FDP: Keine Ampelkoalition mit RotGrün

GiNN-BerlinKontor.—Das Koalition-Mikado-Spiel in Düsseldorf geht weiter. Die FDP hat die Einladung der SPD-Landeschefin in NRW, Hannelore KRAFT und der GRÜNE-Fraktionsvorsitzenden Sylvia LÖHRMANN ausgeschlagen, über eine mögliche Ampelkoalition zu sondieren. FDP-Landeschef Andreas PINKWART sagte, seine Partei sei nicht mehr zu Gesprächen bereit,  nachdem SPD und GÜPNE  auch die Abgeordneten der Partei DIE LINKE eingeladen hätten.

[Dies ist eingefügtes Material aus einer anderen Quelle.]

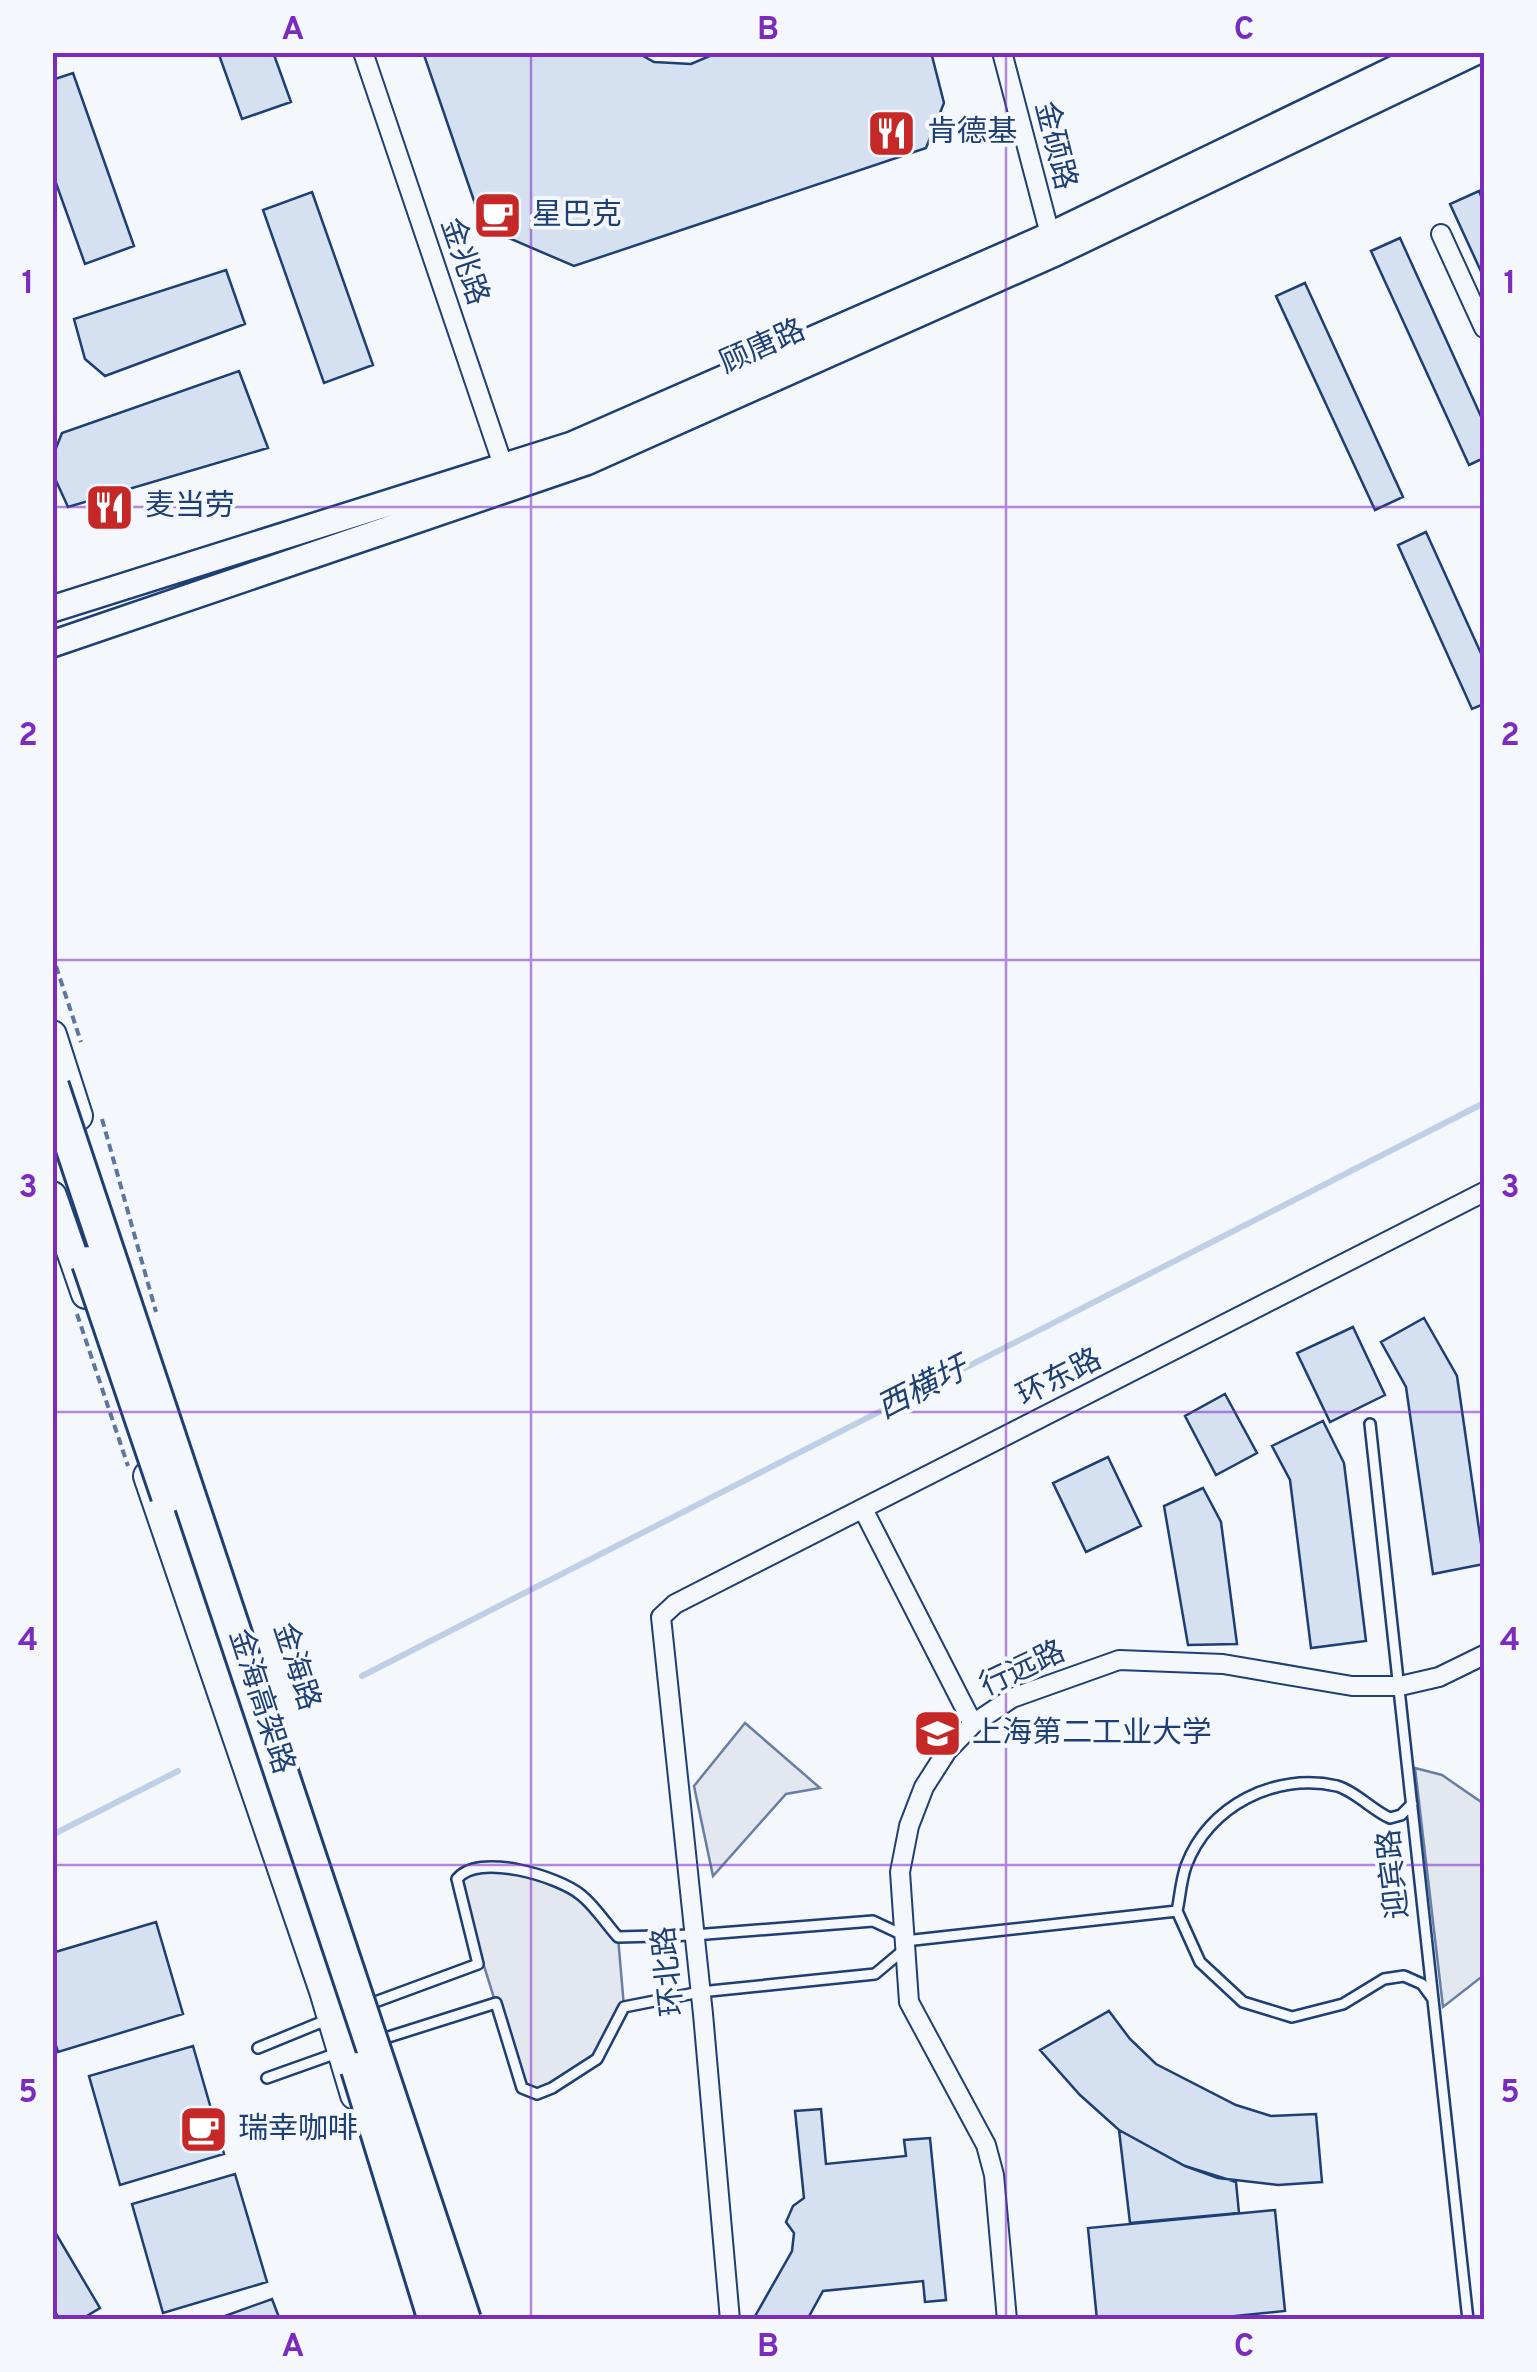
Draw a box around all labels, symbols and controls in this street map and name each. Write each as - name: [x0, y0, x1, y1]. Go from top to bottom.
- text: A: [282, 11, 304, 51]
- text: B: [757, 11, 779, 51]
- text: C: [1234, 11, 1254, 51]
- street label: 金硕路: [1025, 98, 1083, 194]
- restaurant icon: 肯德基: [866, 107, 918, 159]
- place label: 肯德基: [927, 115, 1017, 152]
- cafe icon: 星巴克: [471, 190, 523, 242]
- place label: 星巴克: [532, 198, 622, 235]
- street label: 金兆路: [431, 213, 495, 311]
- text: 1: [22, 265, 34, 305]
- text: 1: [1504, 265, 1516, 305]
- street label: 顾唐路: [714, 313, 812, 383]
- restaurant icon: 麦当劳: [84, 481, 136, 533]
- place label: 麦当劳: [145, 489, 235, 526]
- text: 2: [18, 717, 38, 757]
- text: 2: [1500, 717, 1520, 757]
- text: 3: [18, 1169, 38, 1209]
- text: 3: [1500, 1169, 1520, 1209]
- street label: 环东路: [1012, 1342, 1108, 1416]
- water label: 西横圩: [871, 1349, 978, 1430]
- street label: 金海路: [263, 1618, 327, 1716]
- text: 4: [18, 1622, 38, 1662]
- text: 4: [1500, 1622, 1520, 1662]
- street label: 金海高架路: [219, 1625, 301, 1779]
- street label: 行远路: [974, 1634, 1072, 1706]
- school or university icon: 上海第二工业大学: [911, 1708, 963, 1760]
- place label: 上海第二工业大学: [972, 1716, 1212, 1753]
- street label: 迎宾路: [1372, 1827, 1418, 1921]
- street label: 环北路: [647, 1924, 693, 2018]
- text: 5: [18, 2074, 38, 2114]
- text: 5: [1500, 2074, 1520, 2114]
- cafe icon: 瑞幸咖啡: [177, 2104, 229, 2156]
- place label: 瑞幸咖啡: [238, 2112, 358, 2149]
- text: A: [282, 2328, 304, 2368]
- text: B: [757, 2328, 779, 2368]
- text: C: [1234, 2328, 1254, 2368]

Pinkwart hatte noch wenige Stunden vorher signalisiert, dass seine FDP zu Gesprächen bereit sei, aber gleichzeitig seine Forderung wiederholt, die Linken nicht einzuladen.  “Jetzt geht es sogar soweit” – so Pinkwart -  “dass man parallel Linkspartei und FDP zu Gesprächen einlädt. Das ist ein echter Affront.”  Damit hätten die SPD und die Grünen “die Tür für die Ampelkoalition und Jamaika zugemacht “.

Für SPD-Chefin Hannelore Kraft zeigte sich “überrascht, dass die FDP Gespräche mit demokratischen Parteien ablehnt”. Sie hoffe nun, dass die FDP ihre Entscheidung nochmals Wochenende überdenke. Sie habe Hinweise  darauf – so Kraft – dass  “Teile der FDP das anders sehen”.

Der LINKE-Landtagsabgeordneter Ralf MICHALOWSKY, der sich zuvor schon bei der SPD und den Grünen “versucht” hatte, nannte die Absage der FDP ein “antidemokratisches Verhalten”.  In einer Demokratie müsse  “jeder mit jedem reden, ansonsten sei er im Landtag fehl am Platz”.  Michalowsky will Parlamentarischer Geschäfsführer seiner Fraktion werden, der angehören  Wolfgang Zimmermann, Ralf Michalowski, Rüdiger Sagel, Hamide Akbayir, Carolin Butterwegge, Wolfgang Zimmermann, Ralf Michalowski, Bärbel Beuermann, Anna Conrads, Özlem Alev Demirel, Gunhild Böth, Ali Atalan und  Michael Aggelidis. Sie wurden am 9. Mai in den Düsseldorfer Landtag gewählt, Sechs Abgeordnete der Linkspartei sind Muslime.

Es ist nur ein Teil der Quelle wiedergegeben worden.